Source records

━━━━━━━━━━━━━━━━

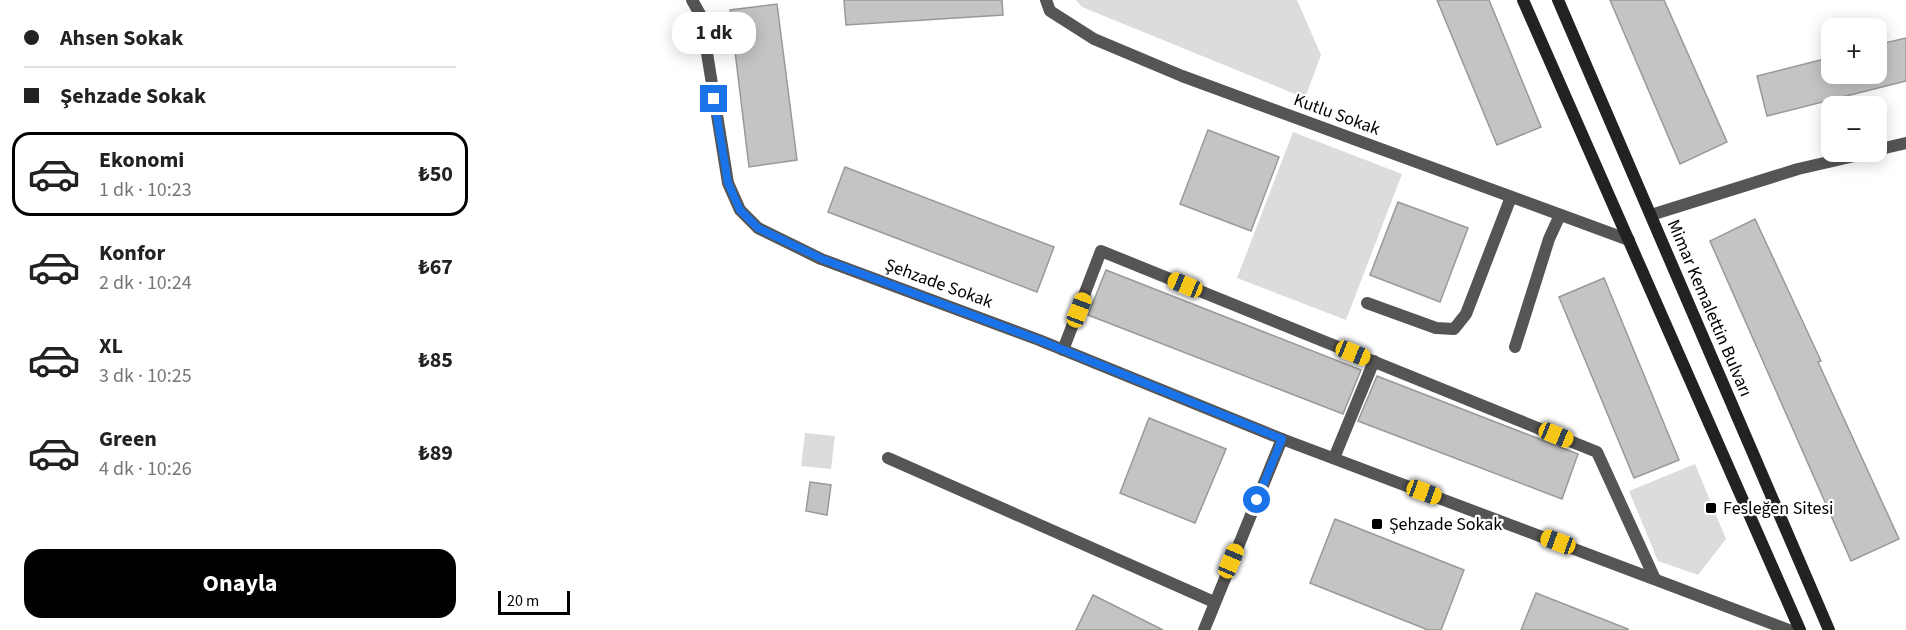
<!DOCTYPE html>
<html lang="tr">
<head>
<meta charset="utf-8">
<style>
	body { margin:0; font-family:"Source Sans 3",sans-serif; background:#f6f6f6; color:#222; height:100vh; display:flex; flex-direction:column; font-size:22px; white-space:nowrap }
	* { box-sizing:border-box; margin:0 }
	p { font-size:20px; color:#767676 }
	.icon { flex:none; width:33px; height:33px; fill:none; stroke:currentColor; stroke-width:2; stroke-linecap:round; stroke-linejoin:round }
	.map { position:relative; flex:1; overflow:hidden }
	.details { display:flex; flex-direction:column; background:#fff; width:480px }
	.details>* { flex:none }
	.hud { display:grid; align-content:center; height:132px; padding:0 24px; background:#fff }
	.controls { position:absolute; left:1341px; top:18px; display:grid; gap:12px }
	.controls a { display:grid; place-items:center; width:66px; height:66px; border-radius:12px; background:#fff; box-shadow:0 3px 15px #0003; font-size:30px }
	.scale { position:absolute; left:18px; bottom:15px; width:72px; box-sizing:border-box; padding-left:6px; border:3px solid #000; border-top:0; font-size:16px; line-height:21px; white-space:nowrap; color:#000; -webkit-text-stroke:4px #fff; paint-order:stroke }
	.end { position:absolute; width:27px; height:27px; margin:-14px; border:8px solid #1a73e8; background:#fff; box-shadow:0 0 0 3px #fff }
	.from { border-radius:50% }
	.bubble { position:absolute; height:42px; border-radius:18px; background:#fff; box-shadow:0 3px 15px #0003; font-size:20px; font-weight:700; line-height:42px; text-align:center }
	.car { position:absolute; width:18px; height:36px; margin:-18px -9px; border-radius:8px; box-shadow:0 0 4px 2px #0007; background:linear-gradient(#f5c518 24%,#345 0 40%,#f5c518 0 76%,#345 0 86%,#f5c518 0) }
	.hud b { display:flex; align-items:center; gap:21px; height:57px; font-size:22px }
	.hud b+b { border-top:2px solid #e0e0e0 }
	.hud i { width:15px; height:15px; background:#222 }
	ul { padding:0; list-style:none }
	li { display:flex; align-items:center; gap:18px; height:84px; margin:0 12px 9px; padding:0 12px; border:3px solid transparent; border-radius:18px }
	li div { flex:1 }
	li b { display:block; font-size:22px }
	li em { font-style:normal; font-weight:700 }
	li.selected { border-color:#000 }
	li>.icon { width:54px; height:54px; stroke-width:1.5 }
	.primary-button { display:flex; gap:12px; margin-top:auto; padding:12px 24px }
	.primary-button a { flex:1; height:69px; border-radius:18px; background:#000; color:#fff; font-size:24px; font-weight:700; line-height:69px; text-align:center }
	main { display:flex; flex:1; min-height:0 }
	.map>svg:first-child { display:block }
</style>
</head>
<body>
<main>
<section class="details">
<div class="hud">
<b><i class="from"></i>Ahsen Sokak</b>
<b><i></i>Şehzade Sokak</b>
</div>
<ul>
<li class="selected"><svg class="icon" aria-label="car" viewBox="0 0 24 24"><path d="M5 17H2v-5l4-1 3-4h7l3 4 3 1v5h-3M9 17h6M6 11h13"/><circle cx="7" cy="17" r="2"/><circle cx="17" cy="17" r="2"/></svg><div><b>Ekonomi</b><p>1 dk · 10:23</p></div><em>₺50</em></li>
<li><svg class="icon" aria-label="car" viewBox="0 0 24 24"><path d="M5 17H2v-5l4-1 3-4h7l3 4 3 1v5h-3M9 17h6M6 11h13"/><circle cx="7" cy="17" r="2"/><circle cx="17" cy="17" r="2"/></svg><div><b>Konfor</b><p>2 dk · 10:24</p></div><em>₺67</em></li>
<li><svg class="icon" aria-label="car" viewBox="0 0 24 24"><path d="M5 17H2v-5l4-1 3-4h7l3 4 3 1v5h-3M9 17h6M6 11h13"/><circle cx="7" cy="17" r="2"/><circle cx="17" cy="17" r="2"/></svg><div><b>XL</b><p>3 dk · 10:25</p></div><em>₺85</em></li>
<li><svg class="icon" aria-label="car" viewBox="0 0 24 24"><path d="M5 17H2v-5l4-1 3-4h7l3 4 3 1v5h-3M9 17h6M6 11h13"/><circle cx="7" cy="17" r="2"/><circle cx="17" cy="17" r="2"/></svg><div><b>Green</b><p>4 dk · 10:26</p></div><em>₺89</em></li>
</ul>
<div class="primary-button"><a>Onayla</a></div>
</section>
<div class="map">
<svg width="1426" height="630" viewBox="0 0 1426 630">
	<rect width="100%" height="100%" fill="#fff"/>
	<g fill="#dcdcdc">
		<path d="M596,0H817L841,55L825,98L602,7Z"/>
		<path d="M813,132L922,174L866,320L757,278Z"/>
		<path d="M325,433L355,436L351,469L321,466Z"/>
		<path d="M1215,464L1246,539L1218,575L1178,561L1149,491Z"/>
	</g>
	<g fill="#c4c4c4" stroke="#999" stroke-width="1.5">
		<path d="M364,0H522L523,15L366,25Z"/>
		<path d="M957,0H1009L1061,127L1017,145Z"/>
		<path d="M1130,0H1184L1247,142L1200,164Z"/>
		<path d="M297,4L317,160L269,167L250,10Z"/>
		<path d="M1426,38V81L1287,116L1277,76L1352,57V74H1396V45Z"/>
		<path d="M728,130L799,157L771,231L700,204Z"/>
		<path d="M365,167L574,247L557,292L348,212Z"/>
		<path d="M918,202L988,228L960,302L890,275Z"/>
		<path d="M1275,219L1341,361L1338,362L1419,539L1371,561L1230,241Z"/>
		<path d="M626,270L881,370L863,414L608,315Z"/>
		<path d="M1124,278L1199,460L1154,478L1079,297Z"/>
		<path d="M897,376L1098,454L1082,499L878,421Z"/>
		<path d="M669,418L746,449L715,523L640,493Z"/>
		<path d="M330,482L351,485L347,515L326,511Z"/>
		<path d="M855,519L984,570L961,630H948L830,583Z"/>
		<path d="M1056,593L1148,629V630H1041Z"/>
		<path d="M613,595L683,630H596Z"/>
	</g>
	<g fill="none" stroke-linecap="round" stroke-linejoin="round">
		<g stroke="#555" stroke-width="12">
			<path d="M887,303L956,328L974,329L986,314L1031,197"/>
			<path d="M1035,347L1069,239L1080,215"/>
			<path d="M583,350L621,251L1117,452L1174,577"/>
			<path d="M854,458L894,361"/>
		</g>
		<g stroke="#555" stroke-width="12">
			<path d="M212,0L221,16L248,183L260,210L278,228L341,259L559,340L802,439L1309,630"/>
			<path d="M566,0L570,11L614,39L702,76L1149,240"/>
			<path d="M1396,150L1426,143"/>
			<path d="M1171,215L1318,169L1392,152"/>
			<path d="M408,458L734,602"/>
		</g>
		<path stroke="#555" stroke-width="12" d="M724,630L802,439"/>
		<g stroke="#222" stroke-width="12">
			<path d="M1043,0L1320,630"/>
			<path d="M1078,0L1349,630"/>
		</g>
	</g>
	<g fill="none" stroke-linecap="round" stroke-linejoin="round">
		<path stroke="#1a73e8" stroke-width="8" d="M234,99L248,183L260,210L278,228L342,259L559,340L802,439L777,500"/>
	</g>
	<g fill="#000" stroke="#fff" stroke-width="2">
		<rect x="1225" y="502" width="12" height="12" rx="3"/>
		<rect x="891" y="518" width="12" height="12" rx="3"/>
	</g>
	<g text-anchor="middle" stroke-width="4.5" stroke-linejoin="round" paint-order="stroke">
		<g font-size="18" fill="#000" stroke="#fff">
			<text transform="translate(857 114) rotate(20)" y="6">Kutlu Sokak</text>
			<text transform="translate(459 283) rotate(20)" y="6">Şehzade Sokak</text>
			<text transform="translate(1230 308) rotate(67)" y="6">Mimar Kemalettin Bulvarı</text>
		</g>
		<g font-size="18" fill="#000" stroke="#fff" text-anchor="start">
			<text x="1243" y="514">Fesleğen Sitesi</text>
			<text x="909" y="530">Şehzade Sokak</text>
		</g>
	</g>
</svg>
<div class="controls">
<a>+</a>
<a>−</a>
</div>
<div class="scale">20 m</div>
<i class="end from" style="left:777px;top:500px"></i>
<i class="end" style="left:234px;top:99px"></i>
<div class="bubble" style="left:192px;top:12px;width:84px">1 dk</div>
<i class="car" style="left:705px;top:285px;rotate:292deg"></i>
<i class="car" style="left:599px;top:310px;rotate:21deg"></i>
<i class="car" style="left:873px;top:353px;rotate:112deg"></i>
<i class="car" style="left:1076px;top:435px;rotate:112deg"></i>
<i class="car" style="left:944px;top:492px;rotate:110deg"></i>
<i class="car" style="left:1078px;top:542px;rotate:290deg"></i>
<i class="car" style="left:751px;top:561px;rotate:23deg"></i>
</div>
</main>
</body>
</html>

━━━━━━━━━━━━━━━━

_Task objective_
Restate exactly, please, only the lines between the start of the data and the line containing "display:grid; place-items:center; width:66px;", both ends included, skipping the pictures.

_Response area_
<!DOCTYPE html>
<html lang="tr">
<head>
<meta charset="utf-8">
<style>
	body { margin:0; font-family:"Source Sans 3",sans-serif; background:#f6f6f6; color:#222; height:100vh; display:flex; flex-direction:column; font-size:22px; white-space:nowrap }
	* { box-sizing:border-box; margin:0 }
	p { font-size:20px; color:#767676 }
	.icon { flex:none; width:33px; height:33px; fill:none; stroke:currentColor; stroke-width:2; stroke-linecap:round; stroke-linejoin:round }
	.map { position:relative; flex:1; overflow:hidden }
	.details { display:flex; flex-direction:column; background:#fff; width:480px }
	.details>* { flex:none }
	.hud { display:grid; align-content:center; height:132px; padding:0 24px; background:#fff }
	.controls { position:absolute; left:1341px; top:18px; display:grid; gap:12px }
	.controls a { display:grid; place-items:center; width:66px; height:66px; border-radius:12px; background:#fff; box-shadow:0 3px 15px #0003; font-size:30px }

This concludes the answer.